As Long Island struggled to recover from Hurricane Sandy, the area’s most influential newspaper, NewsDay, endorsed Mitt Romney for President on Saturday. In 2008, the paper endorsed Barack Obama:
Had Barack Obama done the job of president with the same passion and vision he displayed in seeking it, he would likely deserve another term. He did not. . .
Obama’s failure to accelerate the improvement of the economy is the dominant reason Romney is the right choice, but it’s not the only one. There are also the broken promises. On the campaign trail in 2008, Obama promised to halve the annual budget deficit of the United States. Instead, the shortfall has remained over $1 trillion per year, and the national debt has increased about 45 percent. . .
Obama promised a transparent administration but instead ran a secretive White House. And Obama promised a newfound respect for civil liberties, and yet, in an expansive reading of congressional authority to use military force, he has authorized the unilateral assassination of American citizens abroad.
Obama promised to drive the unemployment rate below 6 percent in four years. It sits at 7.9 percent, just above the level when he was inaugurated. . .
What Romney has actually shown in his political evolution is a willingness to represent the will of his constituencies. We hope that means a lack of dogmatic zealotry, rather than a lack of leadership.
Romney should not be, as he claimed during the primary season, “severely conservative.” He’s not the first candidate who swayed toward a more extreme base while seeking the nomination, then tacked toward the center during the general campaign.
Yet there is one chorus Republicans and Democrats sing in unison: “Washington is broken.” It’s true, and the far-right wing of the Republican Congress is more averse to compromise than any other faction. Who, then, can bring this side to common ground?

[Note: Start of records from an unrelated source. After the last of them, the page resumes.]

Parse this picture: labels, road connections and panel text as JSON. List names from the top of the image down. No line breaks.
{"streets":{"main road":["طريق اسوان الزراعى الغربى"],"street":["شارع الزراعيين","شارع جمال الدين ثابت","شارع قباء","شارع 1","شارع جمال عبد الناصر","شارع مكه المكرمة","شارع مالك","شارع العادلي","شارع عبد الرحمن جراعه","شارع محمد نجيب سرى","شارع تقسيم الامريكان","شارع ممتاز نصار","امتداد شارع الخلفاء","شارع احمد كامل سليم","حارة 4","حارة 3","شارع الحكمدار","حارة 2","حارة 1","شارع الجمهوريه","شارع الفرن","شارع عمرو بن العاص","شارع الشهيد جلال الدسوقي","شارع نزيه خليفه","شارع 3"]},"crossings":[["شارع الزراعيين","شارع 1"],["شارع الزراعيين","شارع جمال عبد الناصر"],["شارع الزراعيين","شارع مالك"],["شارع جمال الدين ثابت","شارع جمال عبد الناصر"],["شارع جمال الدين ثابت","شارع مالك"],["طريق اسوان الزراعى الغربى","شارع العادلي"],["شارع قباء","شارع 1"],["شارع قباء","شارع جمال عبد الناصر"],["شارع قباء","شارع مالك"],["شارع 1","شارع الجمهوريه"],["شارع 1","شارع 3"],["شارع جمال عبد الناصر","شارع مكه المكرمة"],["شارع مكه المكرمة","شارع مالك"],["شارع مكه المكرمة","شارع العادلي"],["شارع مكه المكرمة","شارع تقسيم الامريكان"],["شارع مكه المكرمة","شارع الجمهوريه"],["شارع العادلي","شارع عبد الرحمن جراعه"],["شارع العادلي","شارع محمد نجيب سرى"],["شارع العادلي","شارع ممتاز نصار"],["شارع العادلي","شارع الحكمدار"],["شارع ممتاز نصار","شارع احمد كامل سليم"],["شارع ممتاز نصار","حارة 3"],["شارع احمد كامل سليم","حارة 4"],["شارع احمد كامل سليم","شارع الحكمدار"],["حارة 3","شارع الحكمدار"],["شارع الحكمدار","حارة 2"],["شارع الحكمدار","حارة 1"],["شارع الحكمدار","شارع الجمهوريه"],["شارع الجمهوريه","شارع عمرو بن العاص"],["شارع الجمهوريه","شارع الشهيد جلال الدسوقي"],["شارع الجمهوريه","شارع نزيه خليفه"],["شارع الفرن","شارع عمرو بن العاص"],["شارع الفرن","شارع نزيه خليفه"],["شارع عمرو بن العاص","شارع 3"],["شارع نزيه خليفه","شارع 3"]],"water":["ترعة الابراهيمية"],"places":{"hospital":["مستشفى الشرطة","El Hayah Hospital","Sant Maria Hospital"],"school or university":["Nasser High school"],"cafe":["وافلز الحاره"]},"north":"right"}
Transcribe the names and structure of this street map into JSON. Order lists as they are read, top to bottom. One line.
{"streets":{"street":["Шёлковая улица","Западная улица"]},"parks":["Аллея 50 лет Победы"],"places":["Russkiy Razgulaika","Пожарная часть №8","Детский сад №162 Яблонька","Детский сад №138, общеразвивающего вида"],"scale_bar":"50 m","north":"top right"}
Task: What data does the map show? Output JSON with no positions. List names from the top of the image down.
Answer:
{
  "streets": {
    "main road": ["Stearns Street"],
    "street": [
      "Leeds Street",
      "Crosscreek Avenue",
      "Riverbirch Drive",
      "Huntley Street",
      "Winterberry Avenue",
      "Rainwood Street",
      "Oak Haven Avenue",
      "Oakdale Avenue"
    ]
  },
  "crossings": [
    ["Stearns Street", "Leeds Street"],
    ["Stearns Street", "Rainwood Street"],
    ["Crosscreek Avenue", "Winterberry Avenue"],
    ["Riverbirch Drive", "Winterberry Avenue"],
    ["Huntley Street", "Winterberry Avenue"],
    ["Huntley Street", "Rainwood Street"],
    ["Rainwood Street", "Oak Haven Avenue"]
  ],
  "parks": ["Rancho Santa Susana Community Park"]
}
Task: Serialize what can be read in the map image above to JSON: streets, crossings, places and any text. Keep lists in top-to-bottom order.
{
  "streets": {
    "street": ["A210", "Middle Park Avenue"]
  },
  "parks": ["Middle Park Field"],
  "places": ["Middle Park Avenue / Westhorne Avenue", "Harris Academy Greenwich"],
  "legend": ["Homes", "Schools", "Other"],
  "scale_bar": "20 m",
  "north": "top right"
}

The dogmatic Democrat who empowered the tea party revolution in 2010, or the Republican who will have far more power to bring the firebrands in his own party to heel and has no history of enmity to poison the process? If Romney succeeds in uniting the Republicans and bringing them back to the center, it could be an advantage for the nation. . .
Elected with a significant mandate and his party briefly in control of both houses of the Congress, Obama squandered the support of the nation.
Newsday endorses Romney.
When a traditionally liberal newspaper like NewsDay in a very blue state like New York endorses Romney over Obama on the weekend before the election, a landslide victory by the challenger may well be in the cards this Tuesday.